◆ **ACTIVITY**:
Please output the entries below without altering a single character.

◆ **Collected data**:
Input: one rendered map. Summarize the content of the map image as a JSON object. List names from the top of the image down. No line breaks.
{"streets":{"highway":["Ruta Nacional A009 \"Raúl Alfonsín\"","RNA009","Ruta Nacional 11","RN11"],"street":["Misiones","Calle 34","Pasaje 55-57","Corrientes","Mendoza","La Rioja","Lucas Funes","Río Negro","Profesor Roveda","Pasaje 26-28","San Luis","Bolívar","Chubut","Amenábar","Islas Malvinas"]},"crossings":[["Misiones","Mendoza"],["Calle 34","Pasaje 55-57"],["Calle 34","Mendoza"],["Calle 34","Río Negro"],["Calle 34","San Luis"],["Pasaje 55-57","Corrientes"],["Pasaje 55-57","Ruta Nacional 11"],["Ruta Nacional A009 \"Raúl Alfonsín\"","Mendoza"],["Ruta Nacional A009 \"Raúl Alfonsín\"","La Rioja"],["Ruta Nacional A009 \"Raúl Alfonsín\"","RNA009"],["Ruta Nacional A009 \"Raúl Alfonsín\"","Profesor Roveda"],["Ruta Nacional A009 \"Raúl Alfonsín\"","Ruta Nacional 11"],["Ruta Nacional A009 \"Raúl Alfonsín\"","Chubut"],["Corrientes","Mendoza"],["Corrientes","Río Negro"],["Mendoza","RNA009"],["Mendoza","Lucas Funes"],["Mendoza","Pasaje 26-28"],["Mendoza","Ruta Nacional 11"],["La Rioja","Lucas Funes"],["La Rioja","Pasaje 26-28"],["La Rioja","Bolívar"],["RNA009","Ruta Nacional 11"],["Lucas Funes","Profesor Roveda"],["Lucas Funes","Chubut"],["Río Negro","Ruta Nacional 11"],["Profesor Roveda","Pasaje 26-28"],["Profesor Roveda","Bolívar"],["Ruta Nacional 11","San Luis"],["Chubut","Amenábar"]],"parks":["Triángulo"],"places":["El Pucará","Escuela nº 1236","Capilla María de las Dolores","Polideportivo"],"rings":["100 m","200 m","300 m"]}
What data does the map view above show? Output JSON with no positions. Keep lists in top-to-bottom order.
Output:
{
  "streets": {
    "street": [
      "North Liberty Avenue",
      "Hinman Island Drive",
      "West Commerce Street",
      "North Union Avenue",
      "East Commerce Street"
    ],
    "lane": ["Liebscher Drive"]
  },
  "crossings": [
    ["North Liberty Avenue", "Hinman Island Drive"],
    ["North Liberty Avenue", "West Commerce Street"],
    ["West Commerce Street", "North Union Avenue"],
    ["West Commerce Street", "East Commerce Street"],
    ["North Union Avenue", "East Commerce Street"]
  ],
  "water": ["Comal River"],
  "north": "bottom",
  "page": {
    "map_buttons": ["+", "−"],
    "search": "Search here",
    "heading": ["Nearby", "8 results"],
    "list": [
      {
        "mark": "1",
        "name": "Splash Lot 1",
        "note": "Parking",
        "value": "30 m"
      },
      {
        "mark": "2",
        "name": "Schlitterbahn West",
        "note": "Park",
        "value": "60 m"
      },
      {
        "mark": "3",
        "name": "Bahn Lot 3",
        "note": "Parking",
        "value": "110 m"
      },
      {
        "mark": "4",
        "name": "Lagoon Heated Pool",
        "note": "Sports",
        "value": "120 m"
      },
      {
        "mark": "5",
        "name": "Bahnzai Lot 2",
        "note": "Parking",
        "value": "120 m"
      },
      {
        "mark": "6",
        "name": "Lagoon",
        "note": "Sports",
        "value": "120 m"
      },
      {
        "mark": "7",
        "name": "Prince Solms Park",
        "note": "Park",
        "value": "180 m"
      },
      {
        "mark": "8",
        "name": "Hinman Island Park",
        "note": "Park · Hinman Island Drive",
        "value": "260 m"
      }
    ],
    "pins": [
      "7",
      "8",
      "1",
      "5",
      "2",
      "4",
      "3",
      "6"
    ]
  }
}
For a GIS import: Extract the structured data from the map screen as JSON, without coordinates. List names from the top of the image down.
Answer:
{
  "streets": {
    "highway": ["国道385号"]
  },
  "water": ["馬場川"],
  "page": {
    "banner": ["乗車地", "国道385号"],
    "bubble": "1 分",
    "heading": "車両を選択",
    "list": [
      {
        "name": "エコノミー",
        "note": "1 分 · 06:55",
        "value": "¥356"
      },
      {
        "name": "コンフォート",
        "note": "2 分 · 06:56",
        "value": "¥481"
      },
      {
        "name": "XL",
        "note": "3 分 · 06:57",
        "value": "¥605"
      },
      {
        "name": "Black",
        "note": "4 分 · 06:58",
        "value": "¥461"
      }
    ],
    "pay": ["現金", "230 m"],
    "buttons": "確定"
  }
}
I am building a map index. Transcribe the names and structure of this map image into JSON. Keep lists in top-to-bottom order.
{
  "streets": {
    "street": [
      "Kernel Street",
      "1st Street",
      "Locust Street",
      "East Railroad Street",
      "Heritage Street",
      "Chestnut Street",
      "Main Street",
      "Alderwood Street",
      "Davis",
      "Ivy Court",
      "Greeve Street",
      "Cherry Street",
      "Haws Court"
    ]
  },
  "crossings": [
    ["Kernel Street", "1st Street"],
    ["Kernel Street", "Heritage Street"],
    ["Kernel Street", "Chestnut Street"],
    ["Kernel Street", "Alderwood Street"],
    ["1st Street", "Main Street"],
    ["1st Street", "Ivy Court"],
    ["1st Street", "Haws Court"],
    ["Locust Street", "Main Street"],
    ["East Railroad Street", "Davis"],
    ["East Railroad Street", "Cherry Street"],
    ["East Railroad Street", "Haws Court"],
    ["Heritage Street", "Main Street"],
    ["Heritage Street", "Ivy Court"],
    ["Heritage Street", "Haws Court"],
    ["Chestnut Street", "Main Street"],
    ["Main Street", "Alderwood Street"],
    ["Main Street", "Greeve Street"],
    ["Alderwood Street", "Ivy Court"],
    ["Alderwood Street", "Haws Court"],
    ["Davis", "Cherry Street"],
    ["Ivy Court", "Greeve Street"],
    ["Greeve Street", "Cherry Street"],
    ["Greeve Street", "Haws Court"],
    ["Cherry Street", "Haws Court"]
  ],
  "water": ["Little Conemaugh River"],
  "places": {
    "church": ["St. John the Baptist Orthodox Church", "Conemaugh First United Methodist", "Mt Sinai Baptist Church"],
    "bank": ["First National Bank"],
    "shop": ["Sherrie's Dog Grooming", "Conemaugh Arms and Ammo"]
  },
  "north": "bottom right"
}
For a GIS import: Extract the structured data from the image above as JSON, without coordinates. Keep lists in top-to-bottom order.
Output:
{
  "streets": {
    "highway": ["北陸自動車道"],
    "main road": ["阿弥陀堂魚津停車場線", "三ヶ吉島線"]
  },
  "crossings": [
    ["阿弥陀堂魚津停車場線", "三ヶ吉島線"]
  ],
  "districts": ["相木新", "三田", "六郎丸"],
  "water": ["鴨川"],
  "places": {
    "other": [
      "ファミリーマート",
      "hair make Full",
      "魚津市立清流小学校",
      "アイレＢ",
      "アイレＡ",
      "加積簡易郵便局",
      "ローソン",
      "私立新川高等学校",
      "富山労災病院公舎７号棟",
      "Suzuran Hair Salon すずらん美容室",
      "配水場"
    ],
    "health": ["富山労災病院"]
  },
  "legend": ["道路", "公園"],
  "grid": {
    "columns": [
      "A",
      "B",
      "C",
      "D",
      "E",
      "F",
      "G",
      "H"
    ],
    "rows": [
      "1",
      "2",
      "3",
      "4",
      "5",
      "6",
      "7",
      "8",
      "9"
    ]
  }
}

◆ **ANSWER SECTION**:
Input: one rendered map. Summarize the content of the map image as a JSON object. List names from the top of the image down. No line breaks.
{"streets":{"highway":["Ruta Nacional A009 \"Raúl Alfonsín\"","RNA009","Ruta Nacional 11","RN11"],"street":["Misiones","Calle 34","Pasaje 55-57","Corrientes","Mendoza","La Rioja","Lucas Funes","Río Negro","Profesor Roveda","Pasaje 26-28","San Luis","Bolívar","Chubut","Amenábar","Islas Malvinas"]},"crossings":[["Misiones","Mendoza"],["Calle 34","Pasaje 55-57"],["Calle 34","Mendoza"],["Calle 34","Río Negro"],["Calle 34","San Luis"],["Pasaje 55-57","Corrientes"],["Pasaje 55-57","Ruta Nacional 11"],["Ruta Nacional A009 \"Raúl Alfonsín\"","Mendoza"],["Ruta Nacional A009 \"Raúl Alfonsín\"","La Rioja"],["Ruta Nacional A009 \"Raúl Alfonsín\"","RNA009"],["Ruta Nacional A009 \"Raúl Alfonsín\"","Profesor Roveda"],["Ruta Nacional A009 \"Raúl Alfonsín\"","Ruta Nacional 11"],["Ruta Nacional A009 \"Raúl Alfonsín\"","Chubut"],["Corrientes","Mendoza"],["Corrientes","Río Negro"],["Mendoza","RNA009"],["Mendoza","Lucas Funes"],["Mendoza","Pasaje 26-28"],["Mendoza","Ruta Nacional 11"],["La Rioja","Lucas Funes"],["La Rioja","Pasaje 26-28"],["La Rioja","Bolívar"],["RNA009","Ruta Nacional 11"],["Lucas Funes","Profesor Roveda"],["Lucas Funes","Chubut"],["Río Negro","Ruta Nacional 11"],["Profesor Roveda","Pasaje 26-28"],["Profesor Roveda","Bolívar"],["Ruta Nacional 11","San Luis"],["Chubut","Amenábar"]],"parks":["Triángulo"],"places":["El Pucará","Escuela nº 1236","Capilla María de las Dolores","Polideportivo"],"rings":["100 m","200 m","300 m"]}
What data does the map view above show? Output JSON with no positions. Keep lists in top-to-bottom order.
Output:
{
  "streets": {
    "street": [
      "North Liberty Avenue",
      "Hinman Island Drive",
      "West Commerce Street",
      "North Union Avenue",
      "East Commerce Street"
    ],
    "lane": ["Liebscher Drive"]
  },
  "crossings": [
    ["North Liberty Avenue", "Hinman Island Drive"],
    ["North Liberty Avenue", "West Commerce Street"],
    ["West Commerce Street", "North Union Avenue"],
    ["West Commerce Street", "East Commerce Street"],
    ["North Union Avenue", "East Commerce Street"]
  ],
  "water": ["Comal River"],
  "north": "bottom",
  "page": {
    "map_buttons": ["+", "−"],
    "search": "Search here",
    "heading": ["Nearby", "8 results"],
    "list": [
      {
        "mark": "1",
        "name": "Splash Lot 1",
        "note": "Parking",
        "value": "30 m"
      },
      {
        "mark": "2",
        "name": "Schlitterbahn West",
        "note": "Park",
        "value": "60 m"
      },
      {
        "mark": "3",
        "name": "Bahn Lot 3",
        "note": "Parking",
        "value": "110 m"
      },
      {
        "mark": "4",
        "name": "Lagoon Heated Pool",
        "note": "Sports",
        "value": "120 m"
      },
      {
        "mark": "5",
        "name": "Bahnzai Lot 2",
        "note": "Parking",
        "value": "120 m"
      },
      {
        "mark": "6",
        "name": "Lagoon",
        "note": "Sports",
        "value": "120 m"
      },
      {
        "mark": "7",
        "name": "Prince Solms Park",
        "note": "Park",
        "value": "180 m"
      },
      {
        "mark": "8",
        "name": "Hinman Island Park",
        "note": "Park · Hinman Island Drive",
        "value": "260 m"
      }
    ],
    "pins": [
      "7",
      "8",
      "1",
      "5",
      "2",
      "4",
      "3",
      "6"
    ]
  }
}
For a GIS import: Extract the structured data from the map screen as JSON, without coordinates. List names from the top of the image down.
Answer:
{
  "streets": {
    "highway": ["国道385号"]
  },
  "water": ["馬場川"],
  "page": {
    "banner": ["乗車地", "国道385号"],
    "bubble": "1 分",
    "heading": "車両を選択",
    "list": [
      {
        "name": "エコノミー",
        "note": "1 分 · 06:55",
        "value": "¥356"
      },
      {
        "name": "コンフォート",
        "note": "2 分 · 06:56",
        "value": "¥481"
      },
      {
        "name": "XL",
        "note": "3 分 · 06:57",
        "value": "¥605"
      },
      {
        "name": "Black",
        "note": "4 分 · 06:58",
        "value": "¥461"
      }
    ],
    "pay": ["現金", "230 m"],
    "buttons": "確定"
  }
}
I am building a map index. Transcribe the names and structure of this map image into JSON. Keep lists in top-to-bottom order.
{
  "streets": {
    "street": [
      "Kernel Street",
      "1st Street",
      "Locust Street",
      "East Railroad Street",
      "Heritage Street",
      "Chestnut Street",
      "Main Street",
      "Alderwood Street",
      "Davis",
      "Ivy Court",
      "Greeve Street",
      "Cherry Street",
      "Haws Court"
    ]
  },
  "crossings": [
    ["Kernel Street", "1st Street"],
    ["Kernel Street", "Heritage Street"],
    ["Kernel Street", "Chestnut Street"],
    ["Kernel Street", "Alderwood Street"],
    ["1st Street", "Main Street"],
    ["1st Street", "Ivy Court"],
    ["1st Street", "Haws Court"],
    ["Locust Street", "Main Street"],
    ["East Railroad Street", "Davis"],
    ["East Railroad Street", "Cherry Street"],
    ["East Railroad Street", "Haws Court"],
    ["Heritage Street", "Main Street"],
    ["Heritage Street", "Ivy Court"],
    ["Heritage Street", "Haws Court"],
    ["Chestnut Street", "Main Street"],
    ["Main Street", "Alderwood Street"],
    ["Main Street", "Greeve Street"],
    ["Alderwood Street", "Ivy Court"],
    ["Alderwood Street", "Haws Court"],
    ["Davis", "Cherry Street"],
    ["Ivy Court", "Greeve Street"],
    ["Greeve Street", "Cherry Street"],
    ["Greeve Street", "Haws Court"],
    ["Cherry Street", "Haws Court"]
  ],
  "water": ["Little Conemaugh River"],
  "places": {
    "church": ["St. John the Baptist Orthodox Church", "Conemaugh First United Methodist", "Mt Sinai Baptist Church"],
    "bank": ["First National Bank"],
    "shop": ["Sherrie's Dog Grooming", "Conemaugh Arms and Ammo"]
  },
  "north": "bottom right"
}
For a GIS import: Extract the structured data from the image above as JSON, without coordinates. Keep lists in top-to-bottom order.
Output:
{
  "streets": {
    "highway": ["北陸自動車道"],
    "main road": ["阿弥陀堂魚津停車場線", "三ヶ吉島線"]
  },
  "crossings": [
    ["阿弥陀堂魚津停車場線", "三ヶ吉島線"]
  ],
  "districts": ["相木新", "三田", "六郎丸"],
  "water": ["鴨川"],
  "places": {
    "other": [
      "ファミリーマート",
      "hair make Full",
      "魚津市立清流小学校",
      "アイレＢ",
      "アイレＡ",
      "加積簡易郵便局",
      "ローソン",
      "私立新川高等学校",
      "富山労災病院公舎７号棟",
      "Suzuran Hair Salon すずらん美容室",
      "配水場"
    ],
    "health": ["富山労災病院"]
  },
  "legend": ["道路", "公園"],
  "grid": {
    "columns": [
      "A",
      "B",
      "C",
      "D",
      "E",
      "F",
      "G",
      "H"
    ],
    "rows": [
      "1",
      "2",
      "3",
      "4",
      "5",
      "6",
      "7",
      "8",
      "9"
    ]
  }
}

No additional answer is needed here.